4.5. Net Blotch Assay to Evaluate the Efficacy of Endophyte Seed Coating against Pyrenophora teres

For the net blotch experiments, the protocol prepared by Jørgensen et al. [45] was followed with a few modifications. Thus, the plants were grown in the growth chamber and the endophyte antagonist was coated on the seeds. First, the seeds were dressed in endophyte spore suspension or water and sown. After 14 days, leaves were sprayed with the pathogen inoculum. A total of three experiments were conducted (Table 1, Supplementary Table S1).

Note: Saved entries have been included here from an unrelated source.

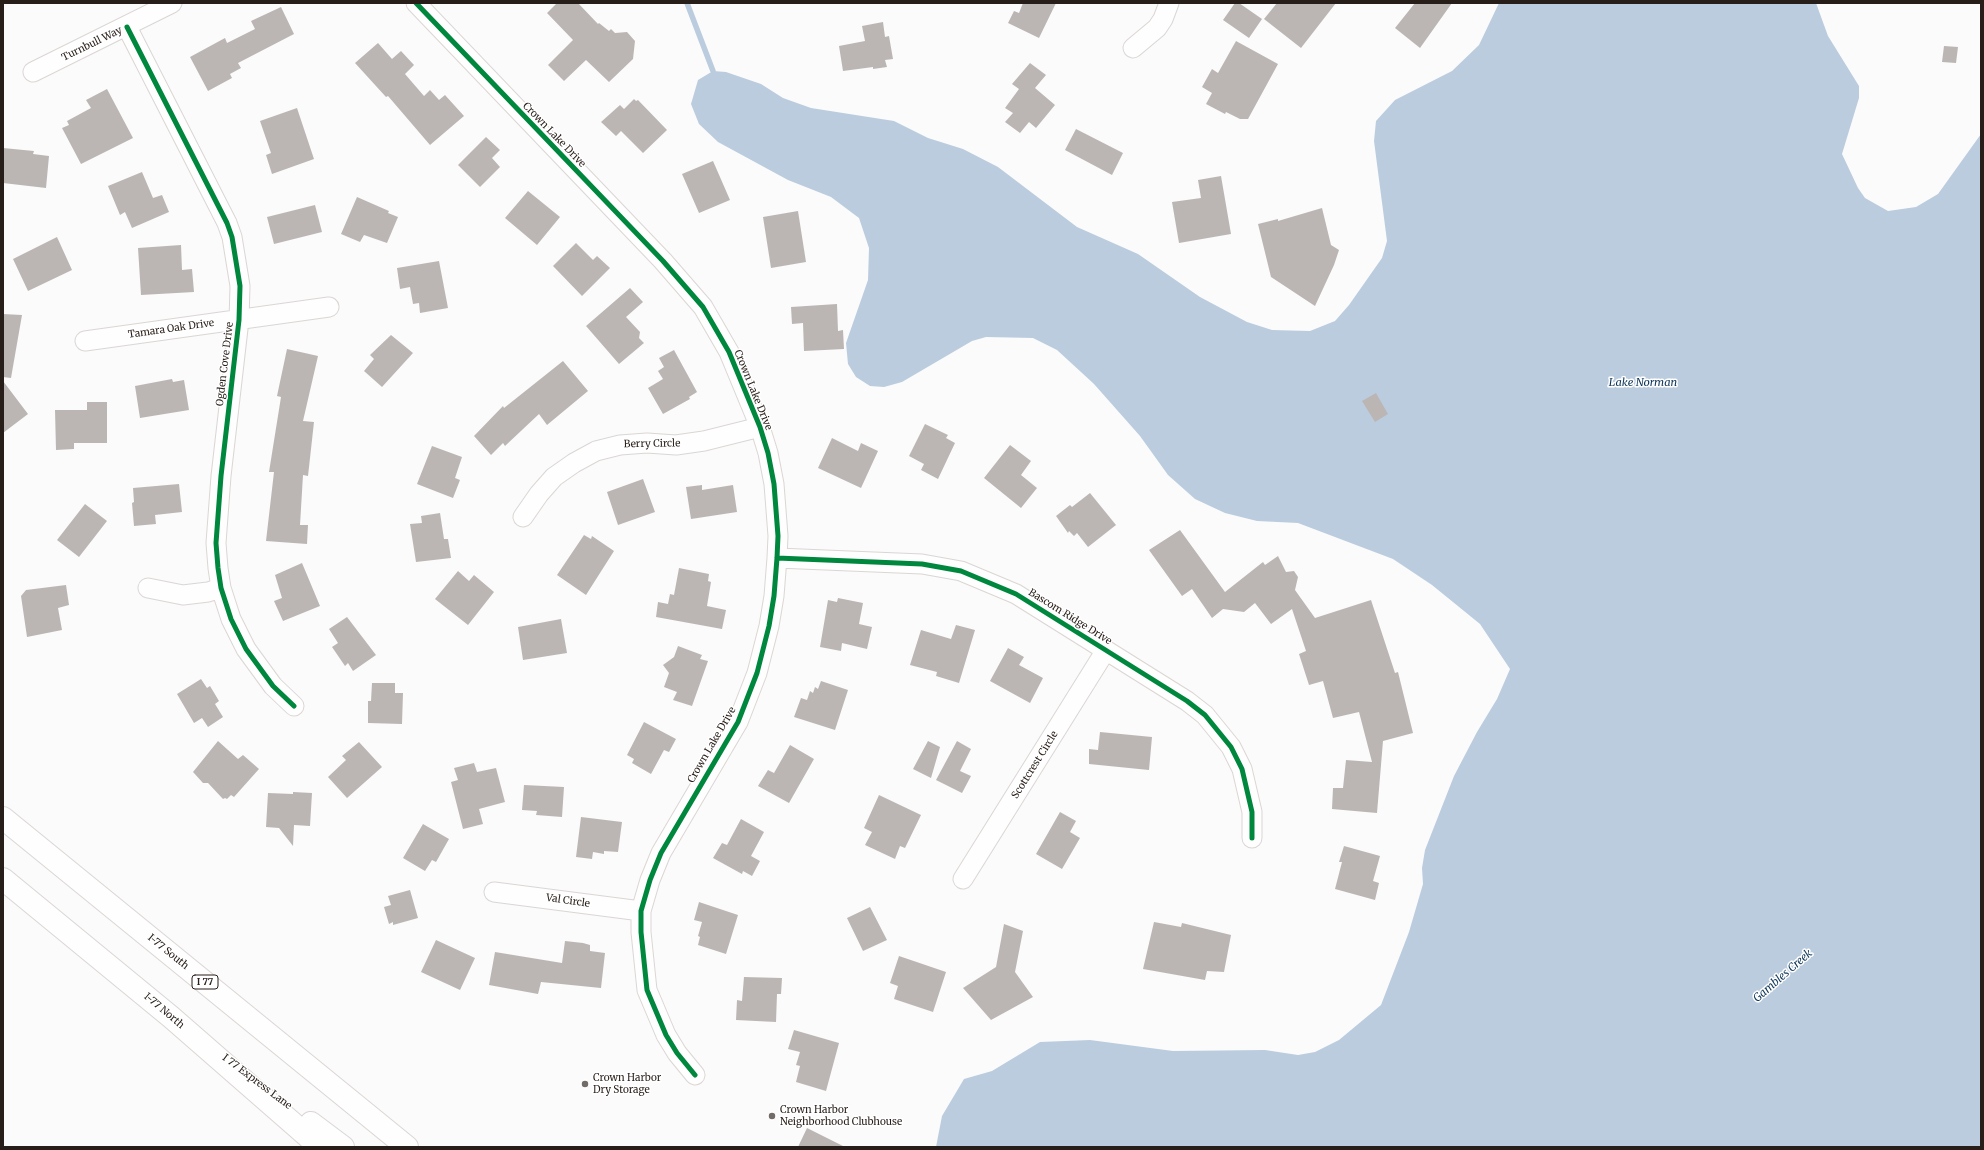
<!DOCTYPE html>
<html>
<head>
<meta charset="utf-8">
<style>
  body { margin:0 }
  #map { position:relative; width:1984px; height:1150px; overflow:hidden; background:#fbfbfb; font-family:Merriweather,serif }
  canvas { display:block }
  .frame { position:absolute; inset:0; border:4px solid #281e19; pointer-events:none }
</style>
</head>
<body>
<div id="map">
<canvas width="1984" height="1150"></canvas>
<div class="frame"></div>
</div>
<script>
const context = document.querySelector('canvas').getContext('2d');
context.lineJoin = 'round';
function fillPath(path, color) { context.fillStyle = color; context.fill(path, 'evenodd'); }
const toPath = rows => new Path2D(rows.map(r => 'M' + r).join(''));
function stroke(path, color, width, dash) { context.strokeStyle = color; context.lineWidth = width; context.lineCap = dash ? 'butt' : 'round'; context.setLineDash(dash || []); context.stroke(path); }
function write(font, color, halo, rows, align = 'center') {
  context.font = font + ' Merriweather,serif'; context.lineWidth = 3; context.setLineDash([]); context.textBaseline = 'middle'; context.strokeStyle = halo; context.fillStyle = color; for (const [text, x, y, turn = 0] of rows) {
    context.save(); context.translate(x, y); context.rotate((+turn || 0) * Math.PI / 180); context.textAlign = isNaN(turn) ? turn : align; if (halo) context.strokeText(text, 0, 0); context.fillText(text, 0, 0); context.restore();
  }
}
fillPath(toPath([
  [1499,3,1816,3,1828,36,1859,86,1859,98,1842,154,1858,188,1865,198,1888,211,1916,207,1938,194,1981,134,1981,1147,936,1147,942,1116,964,1079,992,1071,1040,1042,1090,1040,1173,1051,1265,1050,1298,1055,1315,1052,1339,1040,1381,1005,1409,932,1423,884,1422,868,1425,850,1454,776,1477,732,1497,699,1510,669,1480,624,1432,585,1393,559,1298,523,1257,521,1225,513,1195,499,1168,475,1140,436,1094,384,1057,350,1033,338,986,337,972,341,902,382,884,387,870,386,856,377,848,364,846,343,868,280,869,248,859,218,831,197,788,180,718,142,699,124,691,104,698,80,713,71,726,72,761,84,783,98,811,108,894,121,928,138,963,149,998,167,1077,227,1138,254,1200,297,1247,322,1272,330,1310,331,1335,321,1349,305,1382,258,1387,241,1374,141,1376,121,1395,100,1452,71,1479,45]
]), '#bbccdf');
stroke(toPath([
  [687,3,713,71]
]), '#bbccdf', 5.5);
fillPath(toPath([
  [557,3,578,3,598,24,599,23,609,31,611,29,615,33,627,32,635,41,633,59,609,82,586,60,564,81,548,65,573,40,547,13],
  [1023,3,1056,3,1039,38,1008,23,1014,11,1019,13],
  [1235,3,1239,3,1262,19,1249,38,1223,20],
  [1277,3,1336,3,1301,48,1264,19],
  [1415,3,1452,3,1420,48,1395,28],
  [281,7,294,34,238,63,241,68,230,74,232,78,208,91,190,57,225,38,227,43,255,29,251,21],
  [883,22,885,37,889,36,893,59,885,60,887,67,873,69,873,67,843,71,839,46,865,41,862,26],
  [1236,41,1278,64,1248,119,1240,119,1226,112,1225,114,1206,104,1212,93,1202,87,1212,69,1218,73],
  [378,43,392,59,401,51,414,65,405,74,424,96,430,90,439,100,445,95,464,116,430,145,388,96,386,97,355,63],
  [1944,46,1958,47,1956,63,1942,62],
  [1030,63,1046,75,1035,88,1055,105,1036,128,1029,122,1020,133,1005,122,1013,113,1005,108,1019,89,1012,84],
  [107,89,133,138,81,164,62,128,69,125,67,121,91,108,86,100],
  [634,99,636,101,638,100,667,130,643,153,621,131,616,136,601,122,620,105,624,109],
  [297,108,314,159,272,174,266,155,271,153,260,121],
  [1076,129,1123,153,1112,175,1065,150],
  [486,137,500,150,492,158,500,167,480,187,458,165],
  [3,148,34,151,33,154,49,156,46,188,3,183],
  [713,161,730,200,699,213,682,174],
  [142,172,153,198,162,195,169,212,132,228,125,212,120,215,108,186],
  [1221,176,1231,234,1179,243,1172,202,1201,198,1198,180],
  [528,191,560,217,537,245,505,218],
  [357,197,389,211,388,213,398,217,387,243,364,235,360,242,341,234],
  [315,205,322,232,274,244,267,217],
  [1322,208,1331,245,1339,250,1334,265,1315,306,1271,277,1258,224,1278,219,1278,221],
  [798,211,806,262,771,268,763,217],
  [57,237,72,270,28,291,13,259],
  [576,243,593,260,597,256,610,268,582,296,553,266],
  [181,245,182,270,192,269,194,292,141,295,138,248],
  [439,261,448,308,420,313,419,303,413,304,410,287,400,289,397,268],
  [630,288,643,302,626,317,640,332,639,338,644,343,619,364,586,326],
  [837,304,838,331,843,330,844,349,804,351,803,323,792,324,791,307],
  [3,314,22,315,11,378,3,377],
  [391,335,413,353,382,387,364,371,374,359,370,355],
  [287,349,318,356,303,421,314,422,308,476,303,475,300,525,308,525,307,544,266,541,274,472,269,472,281,397,277,396],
  [674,350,697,392,689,397,690,399,663,414,648,388,663,379,658,371,664,367,659,358],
  [563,361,588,391,547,425,539,414,505,446,503,443,491,455,474,436,503,406,504,408],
  [172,379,173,382,184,380,189,410,140,418,135,386],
  [3,381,28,414,3,433],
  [1376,393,1388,414,1375,422,1362,401],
  [87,402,107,402,107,443,74,443,74,449,56,450,55,410,87,410],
  [925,424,948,435,946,438,955,443,938,479,921,470,924,464,909,456],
  [832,438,858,451,861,443,878,451,861,488,818,468],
  [1010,445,1031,461,1021,475,1037,488,1021,508,984,478],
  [432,446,462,457,455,478,460,480,453,498,417,484],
  [643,479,655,512,618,525,607,492],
  [179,484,182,512,155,515,156,524,134,526,132,503,134,502,133,488],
  [702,485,702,490,733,485,737,512,691,519,686,487],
  [1090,493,1116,525,1088,547,1077,533,1074,536,1069,531,1068,533,1056,516,1070,505,1072,507],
  [85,504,107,521,79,557,57,540],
  [440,513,444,539,448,539,451,558,416,562,410,524,422,523,421,516],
  [1180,530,1225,592,1263,562,1265,565,1278,556,1286,572,1294,571,1298,577,1295,590,1315,618,1371,600,1395,673,1398,672,1413,733,1383,741,1377,813,1332,809,1333,788,1343,788,1346,760,1372,762,1359,712,1333,718,1323,681,1309,685,1299,654,1306,651,1292,609,1271,624,1255,603,1244,612,1223,609,1212,618,1192,589,1182,596,1149,550],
  [584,535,591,539,592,536,614,551,586,595,557,575],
  [302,563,320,606,283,621,274,601,282,598,275,575],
  [679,568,709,574,708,581,711,582,707,606,726,610,722,629,656,617,658,602,668,604,670,594,674,595],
  [458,571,469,581,474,575,494,592,468,625,435,599],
  [66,585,69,605,58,608,62,630,27,637,21,596,26,590],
  [838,598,863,603,859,624,872,627,867,649,842,643,841,651,820,647,828,600,837,602],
  [347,617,376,655,353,671,348,663,345,666,332,647,338,643,329,629],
  [561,619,567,653,523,660,518,627],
  [956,625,975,630,959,683,936,676,937,672,910,665,921,630,951,639],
  [678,646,702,655,700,659,708,661,692,706,673,700,677,692,664,687,669,673,663,665,674,657],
  [1008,648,1024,657,1019,665,1043,678,1030,703,990,681],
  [201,679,207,688,210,686,219,701,215,704,223,717,208,727,202,718,194,723,177,694],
  [821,681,848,690,835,730,794,717,801,698,807,700,810,691,813,693,815,687,818,689],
  [372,683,395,683,395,693,403,693,402,724,368,723,368,701,371,701],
  [644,722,676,739,669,752,664,750,651,774,632,763,634,759,627,755],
  [1100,732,1152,737,1149,770,1089,764,1089,749,1098,750],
  [218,741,238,759,243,755,259,769,234,797,231,795,227,799,225,798,223,799,208,783,203,783,193,772],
  [928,741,940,747,931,778,913,769],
  [957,741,971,749,960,771,971,776,962,793,936,780],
  [359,742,382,767,347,798,328,777,346,760,342,756],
  [790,745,814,759,789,803,758,786,768,770,774,773],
  [474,763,477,772,496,768,505,802,479,809,483,824,463,829,451,782,458,780,454,768],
  [524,785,564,787,562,817,536,815,537,811,522,810],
  [293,792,312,793,310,826,294,825,293,846,279,828,266,827,268,793,293,794],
  [879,795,921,815,905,848,900,846,895,859,865,845,872,832,864,828],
  [1060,812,1076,821,1070,832,1080,838,1062,869,1036,854],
  [581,817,622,822,618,852,604,851,604,854,593,852,592,859,576,857],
  [741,819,764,832,751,856,760,861,752,876,743,871,742,874,713,858,722,843,727,845],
  [423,824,449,839,436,862,432,860,425,871,403,858],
  [1344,846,1380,856,1373,881,1379,883,1375,900,1335,889,1342,862,1339,862],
  [410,890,418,918,393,925,393,922,389,924,384,907,391,905,388,896],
  [699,902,738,915,726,954,698,945,700,937,698,936,702,922,694,920],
  [870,907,887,940,863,951,847,918],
  [1154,922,1181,927,1182,923,1231,935,1224,972,1207,971,1205,980,1143,969],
  [1004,924,1023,931,1015,972,1033,997,991,1020,963,988,996,967],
  [436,940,475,958,460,990,421,972],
  [565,941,583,943,590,945,590,951,605,953,601,988,541,982,538,994,489,985,495,952,562,963],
  [899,956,946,972,933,1012,894,999,898,986,890,983],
  [744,977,782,978,781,994,777,994,776,1022,736,1020,737,1000,742,1001],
  [794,1030,839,1043,826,1091,796,1082,800,1066,796,1065,800,1052,788,1049],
  [807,1128,845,1147,798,1147]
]), '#bbb6b4');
const minor = toPath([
  [416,3,663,261,703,307,729,352,760,427,768,453,774,484,778,536,777,558,774,596,769,626,757,673,738,722,661,853,650,880,641,911,641,932,647,990,666,1035,677,1053,695,1075],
  [127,27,227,223,232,237,240,286,239,320,221,476,216,543,218,568,221,588,231,619,246,649,273,686,294,706],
  [1133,48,1157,28,1163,19,1169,3],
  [33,72,172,3],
  [85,341,329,307],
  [523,517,539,494,554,477,574,463,596,451,620,445,647,443,676,445,704,441,760,427],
  [777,558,922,564,961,571,1016,594,1187,701,1205,715,1231,747,1242,769,1252,812,1252,838],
  [148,588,183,595,208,592,221,588],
  [963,879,1106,650],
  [494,892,641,911]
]);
const motorway = toPath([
  [3,818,407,1147],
  [3,879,171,1017,320,1147],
  [311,1123,343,1147]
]);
stroke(minor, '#dbd6d3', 21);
stroke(motorway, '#dbd6d3', 24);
stroke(minor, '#fefefe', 19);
stroke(motorway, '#fefefe', 22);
stroke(toPath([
  [416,3,663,261,703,307,729,352,760,427,768,453,774,484,778,536,777,558,774,596,769,626,757,673,738,722,661,853,650,880,641,911,641,932,647,990,666,1035,677,1053,695,1075],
  [127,27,227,223,232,237,240,286,239,320,221,476,216,543,218,568,221,588,231,619,246,649,273,686,294,706],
  [777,558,922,564,961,571,1016,594,1187,701,1205,715,1231,747,1242,769,1252,812,1252,838]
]), '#00873e', 5);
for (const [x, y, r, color] of [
  [585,1084,4,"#726b68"],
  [772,1116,4,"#726b68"]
]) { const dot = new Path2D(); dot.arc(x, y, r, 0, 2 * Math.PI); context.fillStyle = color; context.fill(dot); stroke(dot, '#fff', 1.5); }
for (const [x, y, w] of [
  [205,982,26]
]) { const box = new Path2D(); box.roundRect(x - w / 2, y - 7, w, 14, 3); context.fillStyle = '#fff'; context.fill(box); stroke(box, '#281e19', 1); }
write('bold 9px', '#281e19', null, [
  ["I 77",205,982]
]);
write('10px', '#281e19', '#fff', [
  ["Turnbull Way",92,44,-26],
  ["Crown Lake Drive",554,135,46],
  ["Tamara Oak Drive",171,329,-8],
  ["Ogden Cove Drive",225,364,-83],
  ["Crown Lake Drive",753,390,68],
  ["Berry Circle",652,444,-1],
  ["Bascom Ridge Drive",1070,617,32],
  ["Crown Lake Drive",712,745,-60],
  ["Scottcrest Circle",1035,765,-58],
  ["Val Circle",568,901,8],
  ["I-77 South",168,952,39],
  ["I-77 North",164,1011,40],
  ["I 77 Express Lane",257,1082,37]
]);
write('10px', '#281e19', '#fff', [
  ["Crown Harbor",593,1078],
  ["Dry Storage",593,1090],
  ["Crown Harbor",780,1110],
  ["Neighborhood Clubhouse",780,1122]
], 'left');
write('italic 11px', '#0c3458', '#fff', [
  ["Lake Norman",1643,383],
  ["Gambles Creek",1783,976,-41]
]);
</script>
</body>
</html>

4.5.1. Sowing and Experimental Design

Rectangular pots (11.5 cm × 10 cm) were filled with Pindstup potting mix (Pindstrup Substrate no. 2, Pindstrup Mosebrug, Ryomgård, Denmark) and 10 seeds were sown in a row at a distance of 1/3 of the shortest side of the pot. There were four replications per treatment and each replication consisted of 10 seeds. At 24 h before pathogen inoculation, the 14-day-old plants had their second leaf mounted horizontally on a bent plastic plate with the adaxial side up, using two unbleached cotton strings (Figure 4C). The fixed leaves were inoculated with Pyrenophora teres and pots were placed in trays covered with plastic bags. Trays were kept in the dark overnight and plastic bags were opened the following day. The experiments were conducted with a fully randomized design.

4.5.2. Disease Scoring

Seven days after pathogen inoculation, images of the fixed leaves were recorded and percent lesion area was scored using the software Assess 2.0 Image Analysis Software for Plant Disease Quantification (https://my.apsnet.org/APSStore/Product-Detail.aspx?WebsiteKey=2661527A-8D44-496C-A730-8CFEB6239BE7&iProductCode=43696, American Phytopathological Society, accessed on 20 September 2022).

4.6. Statistical Analyses

The data were analysed with the software package R i386 3.4.3 (https://cran.r-project.org/bin/windows/base/old/3.4.3/, accessed on 12 November 2018). Linear and logistical models with the random effects “pot” and “plant” were fitted and tested against each other using ANOVA. The models were validated by checking the assumption that the observed data followed a normal or binomial distribution and that the residuals were homogenous and independent. Pairwise comparisons were made for all experiments except experiment 6, where Tukey’s range test was used. All comparisons were adjusted using Bonferroni-adjusted p-values at the significance level p ≤ 0.05. All histograms represent means of raw data from individual experiments and error bars show the standard error of the mean (SEM). Treatments that were significantly different to the “F. culmorum” treated plants in the Fusarium assays or the “water” treatment in the net blotch assays were given an asterisk. In experiment 6, all treatments were compared to each other and means marked with different letters are significantly different.